■ Exercise prompt:
All entries must be repeated exactly; do not include the pictures.

(Collected data entries)
- Opening Delimiter -

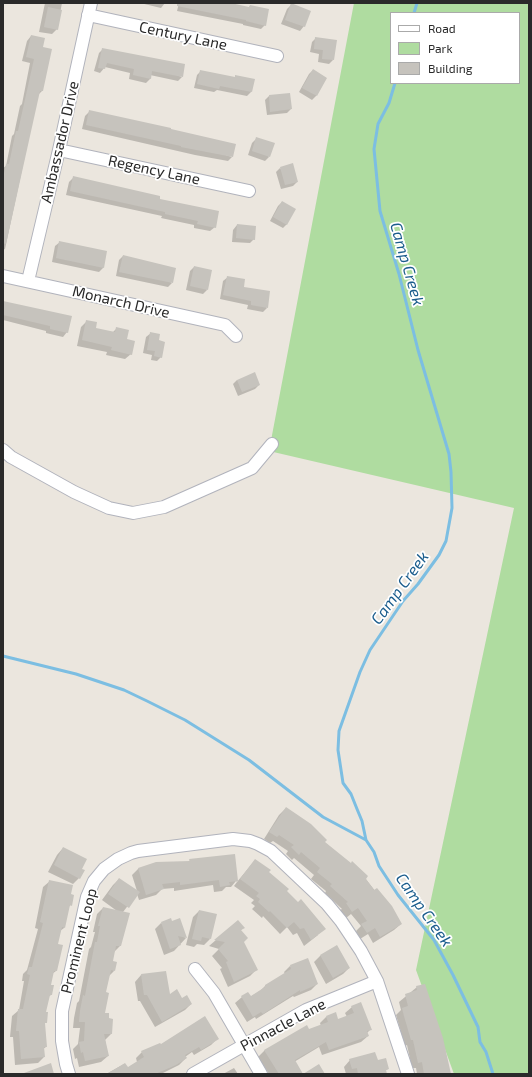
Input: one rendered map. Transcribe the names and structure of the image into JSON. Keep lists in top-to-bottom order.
{
  "streets": {
    "street": [
      "Century Lane",
      "Ambassador Drive",
      "Regency Lane",
      "Monarch Drive",
      "Prominent Loop",
      "Pinnacle Lane"
    ]
  },
  "crossings": [
    ["Century Lane", "Ambassador Drive"],
    ["Ambassador Drive", "Regency Lane"],
    ["Ambassador Drive", "Monarch Drive"],
    ["Prominent Loop", "Pinnacle Lane"]
  ],
  "water": ["Camp Creek"],
  "legend": ["Road", "Park", "Building"]
}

- Closing Delimiter -

■ Output below:
Input: one rendered map. Transcribe the names and structure of the image into JSON. Keep lists in top-to-bottom order.
{
  "streets": {
    "street": [
      "Century Lane",
      "Ambassador Drive",
      "Regency Lane",
      "Monarch Drive",
      "Prominent Loop",
      "Pinnacle Lane"
    ]
  },
  "crossings": [
    ["Century Lane", "Ambassador Drive"],
    ["Ambassador Drive", "Regency Lane"],
    ["Ambassador Drive", "Monarch Drive"],
    ["Prominent Loop", "Pinnacle Lane"]
  ],
  "water": ["Camp Creek"],
  "legend": ["Road", "Park", "Building"]
}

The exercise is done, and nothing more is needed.